(DATASET CONTENT)

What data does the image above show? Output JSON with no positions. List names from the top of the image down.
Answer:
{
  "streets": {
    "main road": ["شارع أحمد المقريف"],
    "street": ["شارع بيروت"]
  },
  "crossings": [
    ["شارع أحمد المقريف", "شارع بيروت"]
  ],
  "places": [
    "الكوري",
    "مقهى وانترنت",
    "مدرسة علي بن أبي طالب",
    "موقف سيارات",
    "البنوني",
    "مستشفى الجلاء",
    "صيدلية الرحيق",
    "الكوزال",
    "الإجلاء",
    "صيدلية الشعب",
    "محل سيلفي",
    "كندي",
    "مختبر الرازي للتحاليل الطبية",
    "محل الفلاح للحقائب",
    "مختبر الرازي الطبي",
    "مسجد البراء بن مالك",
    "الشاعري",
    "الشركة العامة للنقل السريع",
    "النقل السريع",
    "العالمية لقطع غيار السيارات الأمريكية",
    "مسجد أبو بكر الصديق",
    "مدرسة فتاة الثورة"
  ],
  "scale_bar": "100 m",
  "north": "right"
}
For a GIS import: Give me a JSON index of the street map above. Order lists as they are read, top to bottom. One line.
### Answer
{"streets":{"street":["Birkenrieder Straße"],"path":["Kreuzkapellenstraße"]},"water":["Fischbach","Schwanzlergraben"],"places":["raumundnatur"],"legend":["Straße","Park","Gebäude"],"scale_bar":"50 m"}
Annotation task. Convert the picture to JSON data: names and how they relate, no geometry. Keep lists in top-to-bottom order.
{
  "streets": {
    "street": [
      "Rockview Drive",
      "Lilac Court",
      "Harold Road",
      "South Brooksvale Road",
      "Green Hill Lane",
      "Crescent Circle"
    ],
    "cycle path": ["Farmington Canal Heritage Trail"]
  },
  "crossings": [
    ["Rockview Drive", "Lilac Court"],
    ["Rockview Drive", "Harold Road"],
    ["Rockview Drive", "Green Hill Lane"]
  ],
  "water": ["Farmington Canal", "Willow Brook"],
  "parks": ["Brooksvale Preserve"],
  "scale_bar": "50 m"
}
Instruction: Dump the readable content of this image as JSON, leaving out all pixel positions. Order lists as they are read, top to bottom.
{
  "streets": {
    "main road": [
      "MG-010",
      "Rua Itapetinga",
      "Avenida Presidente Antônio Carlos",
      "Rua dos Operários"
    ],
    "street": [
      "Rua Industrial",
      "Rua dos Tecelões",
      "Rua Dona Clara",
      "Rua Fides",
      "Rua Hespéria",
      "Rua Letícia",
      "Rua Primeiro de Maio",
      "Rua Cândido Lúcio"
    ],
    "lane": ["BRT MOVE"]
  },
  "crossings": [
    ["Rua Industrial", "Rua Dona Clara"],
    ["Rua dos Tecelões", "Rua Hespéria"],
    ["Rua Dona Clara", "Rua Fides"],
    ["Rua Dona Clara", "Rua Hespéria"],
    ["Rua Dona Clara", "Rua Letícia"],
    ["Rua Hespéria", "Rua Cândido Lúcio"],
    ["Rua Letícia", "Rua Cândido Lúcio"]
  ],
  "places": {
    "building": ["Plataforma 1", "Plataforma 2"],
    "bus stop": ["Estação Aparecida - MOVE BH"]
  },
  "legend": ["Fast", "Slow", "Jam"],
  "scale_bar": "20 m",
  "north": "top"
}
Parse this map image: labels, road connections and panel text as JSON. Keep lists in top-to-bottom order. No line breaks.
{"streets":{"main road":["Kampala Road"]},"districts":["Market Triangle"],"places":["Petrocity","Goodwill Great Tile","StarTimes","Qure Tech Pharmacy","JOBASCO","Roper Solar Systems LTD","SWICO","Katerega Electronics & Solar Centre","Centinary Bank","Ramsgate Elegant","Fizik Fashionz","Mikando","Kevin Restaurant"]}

(End DATASET CONTENT)

__WHAT YOU SHOULD DO__
Return the listing above in full, character for character.

__OUTPUT OF THE TASK__
What data does the image above show? Output JSON with no positions. List names from the top of the image down.
Answer:
{
  "streets": {
    "main road": ["شارع أحمد المقريف"],
    "street": ["شارع بيروت"]
  },
  "crossings": [
    ["شارع أحمد المقريف", "شارع بيروت"]
  ],
  "places": [
    "الكوري",
    "مقهى وانترنت",
    "مدرسة علي بن أبي طالب",
    "موقف سيارات",
    "البنوني",
    "مستشفى الجلاء",
    "صيدلية الرحيق",
    "الكوزال",
    "الإجلاء",
    "صيدلية الشعب",
    "محل سيلفي",
    "كندي",
    "مختبر الرازي للتحاليل الطبية",
    "محل الفلاح للحقائب",
    "مختبر الرازي الطبي",
    "مسجد البراء بن مالك",
    "الشاعري",
    "الشركة العامة للنقل السريع",
    "النقل السريع",
    "العالمية لقطع غيار السيارات الأمريكية",
    "مسجد أبو بكر الصديق",
    "مدرسة فتاة الثورة"
  ],
  "scale_bar": "100 m",
  "north": "right"
}
For a GIS import: Give me a JSON index of the street map above. Order lists as they are read, top to bottom. One line.
### Answer
{"streets":{"street":["Birkenrieder Straße"],"path":["Kreuzkapellenstraße"]},"water":["Fischbach","Schwanzlergraben"],"places":["raumundnatur"],"legend":["Straße","Park","Gebäude"],"scale_bar":"50 m"}
Annotation task. Convert the picture to JSON data: names and how they relate, no geometry. Keep lists in top-to-bottom order.
{
  "streets": {
    "street": [
      "Rockview Drive",
      "Lilac Court",
      "Harold Road",
      "South Brooksvale Road",
      "Green Hill Lane",
      "Crescent Circle"
    ],
    "cycle path": ["Farmington Canal Heritage Trail"]
  },
  "crossings": [
    ["Rockview Drive", "Lilac Court"],
    ["Rockview Drive", "Harold Road"],
    ["Rockview Drive", "Green Hill Lane"]
  ],
  "water": ["Farmington Canal", "Willow Brook"],
  "parks": ["Brooksvale Preserve"],
  "scale_bar": "50 m"
}
Instruction: Dump the readable content of this image as JSON, leaving out all pixel positions. Order lists as they are read, top to bottom.
{
  "streets": {
    "main road": [
      "MG-010",
      "Rua Itapetinga",
      "Avenida Presidente Antônio Carlos",
      "Rua dos Operários"
    ],
    "street": [
      "Rua Industrial",
      "Rua dos Tecelões",
      "Rua Dona Clara",
      "Rua Fides",
      "Rua Hespéria",
      "Rua Letícia",
      "Rua Primeiro de Maio",
      "Rua Cândido Lúcio"
    ],
    "lane": ["BRT MOVE"]
  },
  "crossings": [
    ["Rua Industrial", "Rua Dona Clara"],
    ["Rua dos Tecelões", "Rua Hespéria"],
    ["Rua Dona Clara", "Rua Fides"],
    ["Rua Dona Clara", "Rua Hespéria"],
    ["Rua Dona Clara", "Rua Letícia"],
    ["Rua Hespéria", "Rua Cândido Lúcio"],
    ["Rua Letícia", "Rua Cândido Lúcio"]
  ],
  "places": {
    "building": ["Plataforma 1", "Plataforma 2"],
    "bus stop": ["Estação Aparecida - MOVE BH"]
  },
  "legend": ["Fast", "Slow", "Jam"],
  "scale_bar": "20 m",
  "north": "top"
}
Parse this map image: labels, road connections and panel text as JSON. Keep lists in top-to-bottom order. No line breaks.
{"streets":{"main road":["Kampala Road"]},"districts":["Market Triangle"],"places":["Petrocity","Goodwill Great Tile","StarTimes","Qure Tech Pharmacy","JOBASCO","Roper Solar Systems LTD","SWICO","Katerega Electronics & Solar Centre","Centinary Bank","Ramsgate Elegant","Fizik Fashionz","Mikando","Kevin Restaurant"]}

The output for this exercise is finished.